Grande parte dos trabalhos então elaborados – alguns poucos compilados neste volume – se referiam, assim, ao estudo e à exposição dos problemas da integração regional, ainda num contexto multilateral muito difuso, o da Aladi, pois que elaborados à margem do processo de integração bilateral Brasil-Argentina (que era dirigido diretamente das capitais), ou anteriormente à constituição do Mercosul, processo também negociado exclusivamente nas capitais, sem a “interferência” ou a participação da delegação junto à Aladi. Muitos desses trabalhos foram também elaborados para terceiros – até para ministros ou presidentes – no quadro dos compromissos funcionais ou atendendo a solicitações diversas para participação em seminários e colóquios. Praticamente nenhum deles chegou a ser divulgado em meu próprio nome, embora eu tenha resgatado para este volume um artigo que fiz para ser publicado pelo presidente Fernando Collor, por ocasião da primeira reunião de cúpula do bloco, após a aprovação e rápida ratificação do Tratado de Assunção, ao final de 1991. Alguns outros, deixados em “banho-maria”, me serviriam mais tarde, já em Brasília, a partir do final de 1992, no intenso trabalho que passei a desenvolver como organizador e divulgador de informações sobre os processos de integração regional, em especial sobre o Mercosul.

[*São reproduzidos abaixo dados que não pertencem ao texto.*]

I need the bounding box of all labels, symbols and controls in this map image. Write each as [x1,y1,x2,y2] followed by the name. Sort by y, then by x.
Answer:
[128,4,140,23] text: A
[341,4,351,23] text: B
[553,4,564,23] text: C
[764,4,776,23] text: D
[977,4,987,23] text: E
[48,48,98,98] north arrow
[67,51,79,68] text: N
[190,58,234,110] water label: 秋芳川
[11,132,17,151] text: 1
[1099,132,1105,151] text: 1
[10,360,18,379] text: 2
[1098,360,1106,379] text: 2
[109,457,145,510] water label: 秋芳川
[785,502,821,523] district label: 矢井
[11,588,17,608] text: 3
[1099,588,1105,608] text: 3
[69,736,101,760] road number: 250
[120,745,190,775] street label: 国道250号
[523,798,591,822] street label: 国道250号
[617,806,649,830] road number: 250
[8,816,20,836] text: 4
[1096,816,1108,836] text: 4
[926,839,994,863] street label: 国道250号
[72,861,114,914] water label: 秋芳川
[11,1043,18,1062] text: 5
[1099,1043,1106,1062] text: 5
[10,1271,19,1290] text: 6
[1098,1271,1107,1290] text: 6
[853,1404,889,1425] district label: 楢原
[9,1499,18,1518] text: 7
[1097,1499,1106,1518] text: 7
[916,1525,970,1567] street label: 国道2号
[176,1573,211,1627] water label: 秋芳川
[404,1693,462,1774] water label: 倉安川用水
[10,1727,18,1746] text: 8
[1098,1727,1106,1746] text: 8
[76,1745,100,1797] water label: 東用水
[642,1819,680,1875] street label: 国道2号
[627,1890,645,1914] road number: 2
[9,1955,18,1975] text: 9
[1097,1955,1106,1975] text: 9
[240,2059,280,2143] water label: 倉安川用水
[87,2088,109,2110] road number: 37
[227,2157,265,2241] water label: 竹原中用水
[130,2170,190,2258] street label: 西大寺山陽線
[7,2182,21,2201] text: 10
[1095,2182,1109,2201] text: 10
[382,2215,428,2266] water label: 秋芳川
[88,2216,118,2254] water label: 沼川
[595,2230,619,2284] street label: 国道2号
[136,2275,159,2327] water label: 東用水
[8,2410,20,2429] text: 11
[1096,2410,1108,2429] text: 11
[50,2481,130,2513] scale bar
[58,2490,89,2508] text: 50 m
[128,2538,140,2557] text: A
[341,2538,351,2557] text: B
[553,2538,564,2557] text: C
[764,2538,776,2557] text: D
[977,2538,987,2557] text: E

O novo e curto período de estada em Brasília (apenas um ano e meio, de 1992 a 1993), poderia ser praticamente caracterizado como “monotemático”, tendo em vista o monopólio que sobre ele exerceram os assuntos do Mercosul e os temas da integração regional de modo geral, não fosse minha tradicional vocação dispersiva nas lides intelectuais e um certo espírito touche à tout, que me levaram, a despeito dessas intensas obrigações funcionais centradas sobre o Mercosul, a continuar ocupando-me de questões tipicamente acadêmicas, geralmente em pesquisas históricas, das quais resultariam aquele primeiro volume sobre a diplomacia econômica do Brasil no século XX (embora contendo um longo capítulo final sobre o período republicano). Ao assumir em Brasília uma coordenadoria executiva – primeiro no Departamento de Integração, depois no que veio a constituir-se a Subsecretaria-Geral de Assuntos de Integração, Econômicos e de Comércio Exterior – passei a ocupar-me de um sistema de informações institucionais e econômicas sobre os diversos processos de integração regional, montado sob minha direta supervisão e aberto o mais possível às demandas das associações empresariais, da comunidade acadêmica e estudantil, enfim da sociedade civil, num sentido largo. 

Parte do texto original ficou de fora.